Tyson Kidd and Cesaro were a professional wrestling tag team in WWE. They are former WWE Tag Team Champions. They formed a tag team in December 2014, and were accompanied to the ring by Natalya, Kidd's real-life wife. While the team had no official name, they were unofficially called the "Masters of the WWE Universe", a reference to the Masters of the Universe franchise, and the "Brass Ring Club", a reference to the New Japan Pro-Wrestling stable Bullet Club as well as a criticism of Cesaro from WWE chairman Vince McMahon. Other nicknames included BTE (Best Team Ever) and #FACT.

History 
Kidd and Cesaro first teamed on the December 1 episode of Raw, when they were eliminated from a gauntlet match for a shot at the tag team titles by The Usos. In January 2015, Kidd formed an official alliance with Cesaro. The pair dubbed themselves "The Brass Ring Club" and proceeded to pick up multiple wins over Los Matadores, as well as allying with Adam Rose to feud with The New Day. At the Royal Rumble, Kidd and Cesaro defeated New Day members Big E and Kofi Kingston, before entering the Royal Rumble match at #12 (Kidd) and #28 (Cesaro) and being eliminated by Daniel Bryan and Dolph Ziggler respectively. According to the Wrestling Observer, originally Rose was set to join the duo to form a faction, indicated by the "Brass Ring Club" shirts worn by the trio throughout January, but those plans were nixed following the Royal Rumble.

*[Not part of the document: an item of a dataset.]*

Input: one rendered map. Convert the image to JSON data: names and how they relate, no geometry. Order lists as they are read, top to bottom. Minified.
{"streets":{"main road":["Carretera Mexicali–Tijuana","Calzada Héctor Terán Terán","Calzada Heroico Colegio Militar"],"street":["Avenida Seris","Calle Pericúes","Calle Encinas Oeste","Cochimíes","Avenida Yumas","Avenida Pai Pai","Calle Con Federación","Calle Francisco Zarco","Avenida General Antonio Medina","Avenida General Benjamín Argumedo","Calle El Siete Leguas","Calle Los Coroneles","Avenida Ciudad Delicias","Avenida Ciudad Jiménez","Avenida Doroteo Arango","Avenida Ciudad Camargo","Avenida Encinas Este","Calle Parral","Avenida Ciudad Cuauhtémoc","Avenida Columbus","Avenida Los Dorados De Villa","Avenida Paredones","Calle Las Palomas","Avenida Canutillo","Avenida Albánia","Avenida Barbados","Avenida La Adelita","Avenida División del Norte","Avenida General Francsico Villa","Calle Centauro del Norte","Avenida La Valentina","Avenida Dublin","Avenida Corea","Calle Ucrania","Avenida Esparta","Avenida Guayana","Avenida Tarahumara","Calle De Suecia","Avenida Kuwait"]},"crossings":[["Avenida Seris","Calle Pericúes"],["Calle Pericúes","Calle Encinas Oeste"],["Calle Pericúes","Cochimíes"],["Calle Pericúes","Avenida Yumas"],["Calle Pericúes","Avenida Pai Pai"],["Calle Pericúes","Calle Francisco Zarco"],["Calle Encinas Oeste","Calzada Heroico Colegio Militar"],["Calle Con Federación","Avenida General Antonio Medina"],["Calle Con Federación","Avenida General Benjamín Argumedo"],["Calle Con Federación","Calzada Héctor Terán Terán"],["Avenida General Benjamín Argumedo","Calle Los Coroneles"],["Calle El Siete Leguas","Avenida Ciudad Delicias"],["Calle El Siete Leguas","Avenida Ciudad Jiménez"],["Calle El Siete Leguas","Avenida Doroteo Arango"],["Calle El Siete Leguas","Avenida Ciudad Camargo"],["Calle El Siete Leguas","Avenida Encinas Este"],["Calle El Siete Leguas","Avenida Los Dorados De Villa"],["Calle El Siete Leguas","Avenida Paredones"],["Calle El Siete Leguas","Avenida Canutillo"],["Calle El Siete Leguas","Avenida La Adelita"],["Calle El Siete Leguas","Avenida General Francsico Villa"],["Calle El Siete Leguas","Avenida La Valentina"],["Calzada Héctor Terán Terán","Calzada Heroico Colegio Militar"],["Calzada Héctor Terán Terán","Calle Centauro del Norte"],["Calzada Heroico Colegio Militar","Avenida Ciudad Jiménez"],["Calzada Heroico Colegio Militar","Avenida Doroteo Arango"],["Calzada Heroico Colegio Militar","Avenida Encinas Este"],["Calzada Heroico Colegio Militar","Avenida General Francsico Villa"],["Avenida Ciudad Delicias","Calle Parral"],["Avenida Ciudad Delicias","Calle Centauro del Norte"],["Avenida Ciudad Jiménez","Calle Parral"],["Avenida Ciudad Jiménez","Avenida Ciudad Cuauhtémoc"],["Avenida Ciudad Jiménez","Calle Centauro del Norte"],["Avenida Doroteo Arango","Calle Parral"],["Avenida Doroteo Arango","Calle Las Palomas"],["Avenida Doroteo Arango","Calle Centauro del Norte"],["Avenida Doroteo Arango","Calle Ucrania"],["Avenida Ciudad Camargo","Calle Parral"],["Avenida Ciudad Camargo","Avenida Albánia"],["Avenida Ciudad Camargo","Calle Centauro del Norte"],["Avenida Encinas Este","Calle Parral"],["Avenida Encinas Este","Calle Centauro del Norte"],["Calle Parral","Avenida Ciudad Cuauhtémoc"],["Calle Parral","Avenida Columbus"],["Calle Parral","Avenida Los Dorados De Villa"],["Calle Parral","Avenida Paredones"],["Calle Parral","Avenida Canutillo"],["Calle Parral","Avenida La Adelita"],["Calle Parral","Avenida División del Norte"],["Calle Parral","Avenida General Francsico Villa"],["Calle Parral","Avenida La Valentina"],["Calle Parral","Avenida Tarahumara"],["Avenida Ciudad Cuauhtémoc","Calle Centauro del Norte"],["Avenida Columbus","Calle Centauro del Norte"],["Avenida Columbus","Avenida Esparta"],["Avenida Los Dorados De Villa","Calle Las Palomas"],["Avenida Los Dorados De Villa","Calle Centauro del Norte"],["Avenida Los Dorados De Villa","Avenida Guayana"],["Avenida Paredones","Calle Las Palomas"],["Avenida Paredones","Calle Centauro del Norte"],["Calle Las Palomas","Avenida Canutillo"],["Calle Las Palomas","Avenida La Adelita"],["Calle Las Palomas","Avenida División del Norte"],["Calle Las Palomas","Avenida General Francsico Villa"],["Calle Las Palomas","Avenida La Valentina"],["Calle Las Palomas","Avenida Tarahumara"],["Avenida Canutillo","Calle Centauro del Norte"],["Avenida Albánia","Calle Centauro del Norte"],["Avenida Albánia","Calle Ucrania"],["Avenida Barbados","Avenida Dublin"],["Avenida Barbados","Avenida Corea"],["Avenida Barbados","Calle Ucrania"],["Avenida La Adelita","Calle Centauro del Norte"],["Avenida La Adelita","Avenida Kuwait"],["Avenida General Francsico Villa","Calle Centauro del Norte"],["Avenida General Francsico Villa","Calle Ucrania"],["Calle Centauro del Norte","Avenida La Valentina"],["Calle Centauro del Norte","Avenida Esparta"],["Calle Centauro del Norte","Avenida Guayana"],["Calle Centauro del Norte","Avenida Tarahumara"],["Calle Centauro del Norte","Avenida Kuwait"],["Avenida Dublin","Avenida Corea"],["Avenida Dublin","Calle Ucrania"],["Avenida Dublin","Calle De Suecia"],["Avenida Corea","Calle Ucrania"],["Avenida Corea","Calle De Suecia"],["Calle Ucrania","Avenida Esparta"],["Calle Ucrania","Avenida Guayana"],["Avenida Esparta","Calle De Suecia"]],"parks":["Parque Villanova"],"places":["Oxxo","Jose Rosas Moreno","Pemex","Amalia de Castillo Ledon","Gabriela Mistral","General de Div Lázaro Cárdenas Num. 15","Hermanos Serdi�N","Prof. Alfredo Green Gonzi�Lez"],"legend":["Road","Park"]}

At Fastlane on February 22, Kidd and Cesaro defeated The Usos to capture the WWE Tag Team Championship, a title Kidd had not held for nearly 5 years. They retained their title in a rematch the following night on Raw after Natalya caused a disqualification, cementing her as a villainess in solidarity with the duo. At WrestleMania 31, Kidd and Cesaro retained their title by defeating The Usos, Los Matadores and The New Day in a Fatal-4-Way tag team match. At Extreme Rules, Kidd and Cesaro lost their titles to rivals; The New Day when Kofi Kingston held onto Cesaro's tights for the pin, ending their reign at 63 days. After The New Day turned heel, Cesaro and Kidd became faces for the first time as a tag team (also marking Cesaro's first true face turn in the WWE). On the May 4th episode of Raw, Cesaro and Kidd defeated The Ascension after Kidd dropkicked Viktor while Cesaro was performing his Cesaro Swing. Afterwards, they had a confrontation with The New Day backstage, leading the fans in chanting "New Day sucks" to The New Day's trademark clapping. At Payback, Kidd and Cesaro challenged The New Day for the WWE Tag Team Championships in a two out of three falls match. The duo scored the first fall of the match, but ultimately lost the second and third falls (the third fall being made by Xavier Woods, who wasn't one of the legal participants in the match), failing to recapture the titles. It was announced Kidd and Cesaro would take part in the first-ever Tag Team Elimination Chamber match for the titles at Elimination Chamber on May 31, but they failed to win as they were the fourth team eliminated. On June 7, WWE announced that Kidd had suffered a neck/spinal injury during a dark match with Samoa Joe a week prior. Kidd announced that he would be out of action for over a year. He later retired on June 29, 2017, becoming a backstage producer for the company. Kidd's retirement effectively ended any chances of reformation.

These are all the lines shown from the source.